The University of North Carolina at Wilmington will receive $250,000 to quantify the amount of GenX in the Cape Fear River and how long it will take the GenX to degrade in the water.
The remaining $185,000 will go to the Cape Fear Public Utility Authority and other local public utilities to develop treatment technologies to remove GenX from the water supply and to ensure that the treatment is working through ongoing monitoring.
The law also repeals a 2009 partial plastic bag ban for three coastal counties, a goal of Republicans for years.
Cooper said he vetoed the regulatory reform bill because it did not give money to the state as he had requested but instead sent the money directly to the local utilities that are tasked with ensuring that the Cape Fear Region has access to clean and safe drinking water.
In his veto message Cooper said, “Clean water is critical for our health and our economy and this legislation fails to appropriate any needed funds to the departments in state government charged with setting standards and enforcing laws to prevent illegal chemical discharges into rivers used for drinking water.”
The House passed the veto override in a 70-44 vote, clearing the three-fifths threshold to override vetoes by one vote.
In the Senate the veto override vote passed with a wider margin, going to a 30-9 vote along party lines, with some Democrats and Republicans absent from the chamber, though two Democratic senators did not vote on the veto override, Sens. Floyd McKissick (D-Durham) and Ben Clark (D-Cumberland).

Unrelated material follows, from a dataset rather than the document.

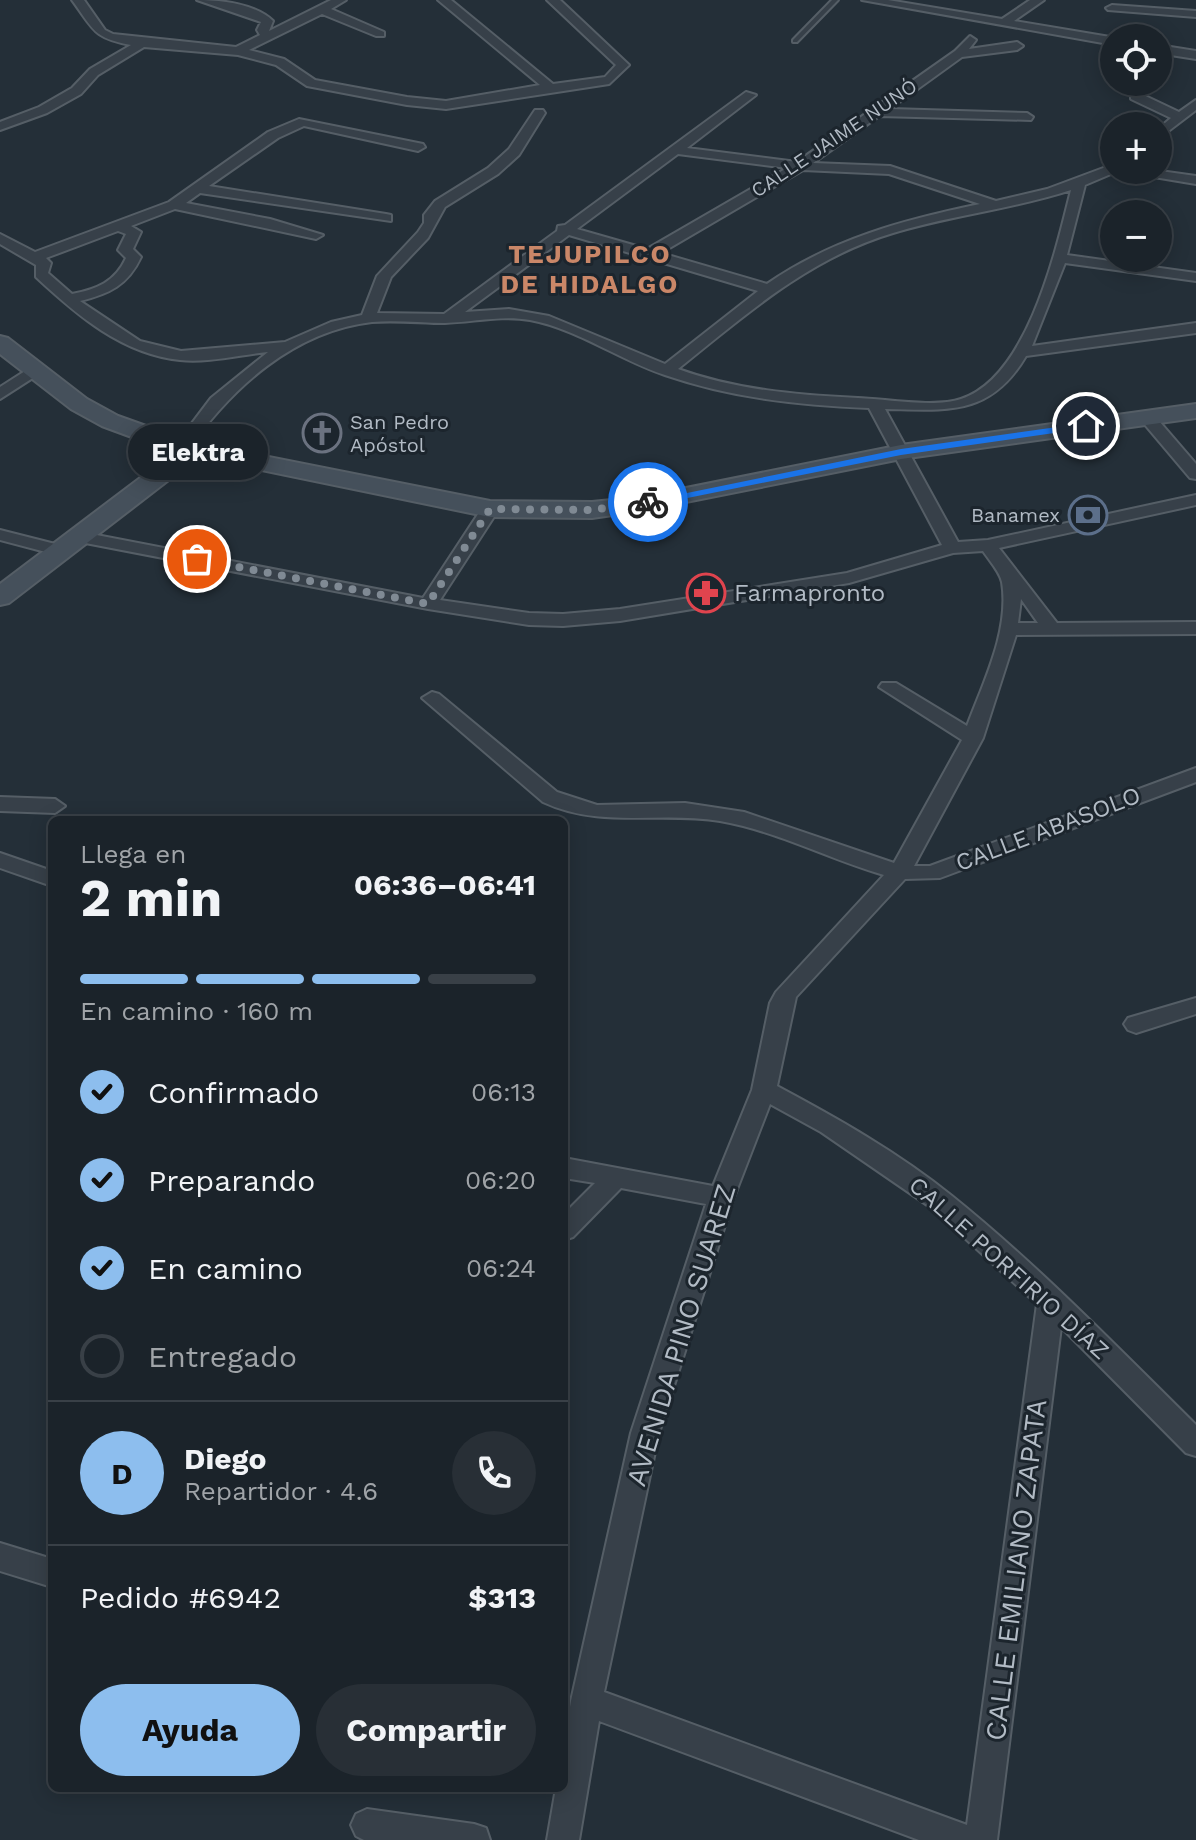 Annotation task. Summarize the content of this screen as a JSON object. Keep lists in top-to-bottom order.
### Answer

Of the veto override House Speaker Tim Moore (R-Cleveland) said, “Providing immediate resources for water treatment facilities and researchers in Southeastern North Carolina was an important step to protect the people of the Cape Fear region. “We will continue to hold hearings in the House Select Committee on North Carolina River Quality to investigate the GenX contamination and develop solutions that ensure administrative accountability and clean drinking water for our citizens.”
After the override vote Sens. Michael Lee (R-New Hanover) and Bill Rabon (R-Brunswick), both from the Cape Fear Region, released a statement saying, “It’s a shame that families in the lower Cape Fear region had to wait this long for a solution because of the governor’s veto, but we are pleased our Senate colleagues ended the delay and helped make this local solution that will actually help clean our drinking water a reality.”
The House passed through the judicial redistricting bill, HB717, however the Senate left town before the House had even finished debate on the bill.
Moore said that the bill is needed to overhaul a system in which piecemeal edits over the last 50 years have left “unfairly skewed judicial districts.”
The bill passed the House in a 69-43 vote, with only one Democrat voting for the legislation, Rep. William Brisson (R-Bladen).
Of the bill Moore said, “It’s past time to correct the unbalanced representations produced by piecemeal edits to our court system maps with a consistent framework for North Carolina’s judicial divisions. I appreciate the exceptional service of Rep. Justin Burr in completing a thorough legislative process that included extensive public comment from judicial officials and stakeholders, the approval of three legislative committees, and the consideration of more than a dozen amendments from legislators. North Carolina’s population has grown rapidly over the past two generations, and it is a constitutional duty for the General Assembly to ensure the justice system serves all our citizens equally.
“Our changes incorporate public input, state resources, geography, population and caseload into an overdue update of North Carolina’s judicial maps. North Carolina voters deserve an equal voice and full confidence in their justice system, and our comprehensive legislative process has balanced their representation to reaffirm those rights.”
Opponents of the redistricting effort say that the new maps are more about giving Republicans advantages in the courts than increasing fairness in judicial districts across the state, but without the Senate taking up the legislation the effort appears to be stalled, at least until legislators return in January for another special session.